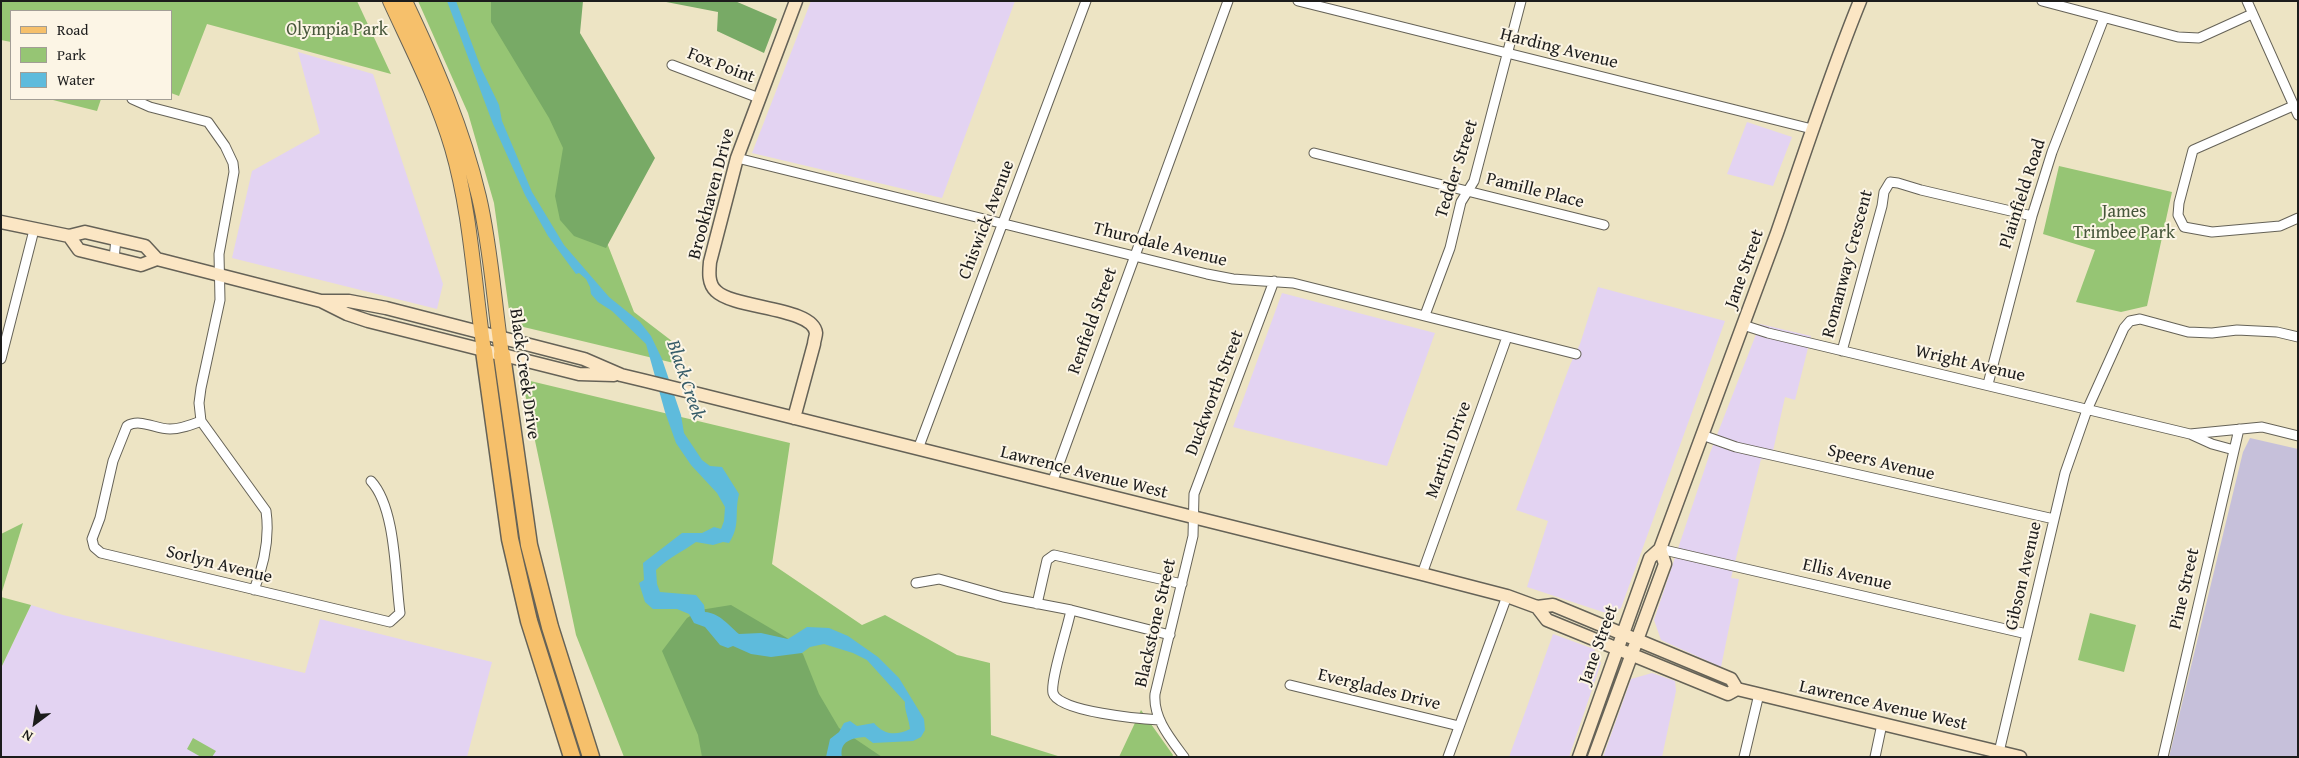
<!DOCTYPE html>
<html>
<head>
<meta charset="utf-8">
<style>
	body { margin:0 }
	#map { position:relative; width:2299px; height:758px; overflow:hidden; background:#ede4c4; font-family:"Gentium Book Plus",serif }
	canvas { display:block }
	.frame { position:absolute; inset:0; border:2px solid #1c1c1c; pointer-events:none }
	.legend { position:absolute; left:10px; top:10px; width:162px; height:90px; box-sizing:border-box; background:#fcf5e5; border:1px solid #a29e95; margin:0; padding:6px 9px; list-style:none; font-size:15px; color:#1c1c1c }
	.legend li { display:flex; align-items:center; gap:10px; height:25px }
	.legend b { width:25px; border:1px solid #a29e95 }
	.north { position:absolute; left:10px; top:698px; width:50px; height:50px; -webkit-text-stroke:4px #fcf5e5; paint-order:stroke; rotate:211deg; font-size:14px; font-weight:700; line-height:20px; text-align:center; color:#1c1c1c }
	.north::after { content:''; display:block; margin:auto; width:18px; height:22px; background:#1c1c1c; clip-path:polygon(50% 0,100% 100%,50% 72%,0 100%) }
</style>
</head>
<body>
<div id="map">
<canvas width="2299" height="758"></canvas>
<div class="frame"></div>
<ul class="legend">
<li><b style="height:6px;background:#f6c06b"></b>Road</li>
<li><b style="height:14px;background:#96c574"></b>Park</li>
<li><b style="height:14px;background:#5ebbdc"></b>Water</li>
</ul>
<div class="north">N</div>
</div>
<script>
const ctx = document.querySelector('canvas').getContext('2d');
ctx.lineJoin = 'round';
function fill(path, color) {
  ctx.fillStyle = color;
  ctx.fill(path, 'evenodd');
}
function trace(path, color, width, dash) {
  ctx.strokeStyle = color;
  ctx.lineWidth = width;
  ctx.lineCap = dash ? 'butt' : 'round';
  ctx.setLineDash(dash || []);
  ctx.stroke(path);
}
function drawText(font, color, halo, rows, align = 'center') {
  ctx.font = font + ' "Gentium Book Plus",serif';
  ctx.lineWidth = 4;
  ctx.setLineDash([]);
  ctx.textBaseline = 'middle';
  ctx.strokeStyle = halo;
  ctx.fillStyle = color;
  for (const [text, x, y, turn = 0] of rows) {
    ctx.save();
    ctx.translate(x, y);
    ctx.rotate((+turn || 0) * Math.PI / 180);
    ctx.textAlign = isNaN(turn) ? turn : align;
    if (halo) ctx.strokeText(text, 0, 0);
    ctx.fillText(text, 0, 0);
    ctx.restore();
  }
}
fill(new Path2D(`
	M811 1H1015L942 198 752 153Z
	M298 52 373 74 443 284 437 309 232 258 252 171 320 133Z
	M1747 122 1792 137 1773 186 1727 174Z
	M1598 287 1725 321 1621 608 1609 614 1527 587 1548 521 1516 510 1570 365 1580 344Z
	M1282 293 1435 333 1387 466 1233 427Z
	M1760 324 1811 336 1795 400 1785 397 1771 460 1761 459 1731 578 1739 579 1721 667 1661 640 1654 620 1710 453Z
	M31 605 63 615 305 673 320 619 492 662 467 757H1V668Z
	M1553 634 1594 649 1601 663 1569 757H1509Z
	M1652 673 1675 681 1676 691 1662 757H1603L1631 679Z`), '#e3d3f2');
fill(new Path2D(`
	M2250 438 2298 449V757H2169L2243 452Z`), '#c6c0da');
fill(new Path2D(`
	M1 1H357L391 74 207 24 179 96 171 93V11H11V42L1 40Z
	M418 1H554L550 97 634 312 681 348 678 364 511 324 494 203 468 113Z
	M49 99H101L97 111Z
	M2059 166 2172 192 2147 306 2121 312 2076 302 2095 250 2043 234Z
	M522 379 790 443 772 564 862 625 885 615 957 655 990 663 991 735 1061 757H624L576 635Z
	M23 523 1 595V534Z
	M1 597 31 605 1 668Z
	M2090 613 2136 625 2124 672 2078 660Z
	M1141 710 1173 755 1172 757H1119Z
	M193 738 216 751 212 757H201L187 749Z`), '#96c574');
fill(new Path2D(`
	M491 1H583L580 33 655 158 606 248 574 236 560 220 555 196 563 148 549 118 491 22Z
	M661 1H735L777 19 764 53 717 31 718 12Z
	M731 605 787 638 803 654 819 694 839 728 882 757H702L698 735 662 651 687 618 700 610Z`), '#78aa66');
fill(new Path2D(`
	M447 1H456L481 68 499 105 502 121 532 192 564 245 609 297 640 322 651 336 662 359 681 415 684 433 702 460 710 466 722 467 739 494C734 514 741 525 729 543L723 542 713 545 696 542C682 552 668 558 656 570L657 584 660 592 696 595 704 605 705 612C720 613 729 626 739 634L761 633 788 639 807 627 829 628 848 636 878 657 899 678 924 719 925 730 921 737 913 741 873 743 865 737C852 738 839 741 842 757H826L830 739 839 732 844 723 850 721 857 726 874 723C884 735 896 736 910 729 909 719 904 709 905 702L867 660 853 653 824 644 810 647 802 653 771 657 751 654 733 646 728 648 720 645 705 627 694 623 689 614 677 609H653L645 602 639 583 644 580 643 563 682 533H702L714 527 721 529 724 521 725 507 717 493 691 465 676 443 665 412 646 344 612 311 598 302 591 294 590 287 586 279 579 273 576 274 548 236 525 195 493 124Z`), '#5ebbdc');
const street = new Path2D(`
	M1298 1 1812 129
	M2042 1 2178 37 2199 38 2252 14
	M2247 1 2298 115
	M672 65 759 98
	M132 99 150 107 208 122 225 146 233 163 234 172 219 254 220 300 201 388 199 403 201 421 266 511C270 539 264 565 254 590
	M2293 106 2193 150 2179 203 2178 215 2184 227 2212 232 2280 226 2298 218
	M1314 153 1604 225
	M737 158 1207 274 1233 279 1293 283 1576 354
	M114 259 116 239
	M1425 315 1450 248 1461 202 1474 181 1521 1
	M1743 325 1768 333 2190 434 2212 444 2234 450
	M1842 351 1882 206 1884 192 1890 182 1898 183 1921 190 2032 216
	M1 359 34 230
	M1988 384 2032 216 2052 152 2104 18
	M201 421C191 425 181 429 170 429 155 429 140 418 127 426L113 461 100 518 92 539 94 547 101 553 390 622 400 613C395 576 396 508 371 481
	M2190 434 2262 427 2298 436
	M1702 435 1736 447 2054 519
	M918 449 1086 1
	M1052 483 1228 1
	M1660 549 2027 634
	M1422 574 1507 337
	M916 583 939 579 1003 597 1071 610 1170 635
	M1037 604 1047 560 1054 555 1182 584
	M1071 610C1068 627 1050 680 1053 693 1058 712 1143 719 1160 720
	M1290 685 1459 726
	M1999 752 2065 473 2087 410 2124 328 2130 321 2140 319 2188 332 2212 333 2237 330 2277 332 2298 337
	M1184 757C1170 738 1153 718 1155 694L1193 536 1194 494 1274 281
	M1448 757 1507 596
	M1744 757 1759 694
	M1875 757 1882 724
	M2163 757 2239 429`);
const secondary = new Path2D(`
	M1 222 69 236 85 232 145 246 157 259 321 301 347 314 368 321 579 374 614 375
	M69 236 79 250 141 265 157 259
	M321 301H349L386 308 584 359 621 375 646 381 1422 574 1507 596 1537 607 1553 605 1731 679 1737 689
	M794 418 814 344C814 341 816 336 816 333 813 307 734 309 716 291 708 284 709 272 710 262L737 158 796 1
	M1537 607 1547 620 1728 694 1737 689 2020 757
	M1579 757 1650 558 1660 549C1699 443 1739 338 1777 233 1804 155 1829 77 1860 1
	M1594 757 1665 564 1660 549`);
const primary = new Path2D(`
	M390 1C412 49 437 97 452 148 471 213 474 284 484 351
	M405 1C435 64 463 129 479 197 491 248 494 303 502 355`);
const highway = new Path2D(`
	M484 351 510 539 529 621 572 757
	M502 355 529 545 550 627 591 757`);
trace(street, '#656257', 11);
trace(secondary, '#656257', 15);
trace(primary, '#656257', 16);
trace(highway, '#656257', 19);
trace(street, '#fff', 9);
trace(secondary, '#fbe6c4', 12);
trace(primary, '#f6c06b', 14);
trace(highway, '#f6c06b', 16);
drawText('18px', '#47573b', '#fcf5e5', [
	["Olympia Park",337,30],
	["James",2124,212],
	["Trimbee Park",2124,233]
]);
drawText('18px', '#1c1c1c', '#fcf5e5', [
	["Harding Avenue",1559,49,14],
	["Fox Point",721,66,21],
	["Tedder Street",1457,169,-72],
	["Pamille Place",1535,191,14],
	["Brookhaven Drive",712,194,-75],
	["Plainfield Road",2023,194,-72],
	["Chiswick Avenue",987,220,-69],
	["Thurodale Avenue",1160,245,14],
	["Romanway Crescent",1848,264,-75],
	["Jane Street",1745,269,-70],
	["Renfield Street",1093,321,-70],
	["Wright Avenue",1970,364,13],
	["Black Creek Drive",524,374,82],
	["Duckworth Street",1215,393,-69],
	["Martini Drive",1449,450,-70],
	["Speers Avenue",1881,463,13],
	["Lawrence Avenue West",1084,473,14],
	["Sorlyn Avenue",219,565,14],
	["Ellis Avenue",1847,575,13],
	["Gibson Avenue",2024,576,-77],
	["Pine Street",2185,589,-77],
	["Blackstone Street",1156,623,-77],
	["Jane Street",1599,645,-70],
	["Everglades Drive",1379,690,14],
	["Lawrence Avenue West",1883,706,13]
]);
drawText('italic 19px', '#365c69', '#fcf5e5', [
	["Black Creek",685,380,71]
]);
</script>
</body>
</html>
++++++++++
### Work required:
Each line holding the word "setLineDash" must be pulled from the records.

### Result of this exercise:
  ctx.setLineDash(dash || []);
  ctx.setLineDash([]);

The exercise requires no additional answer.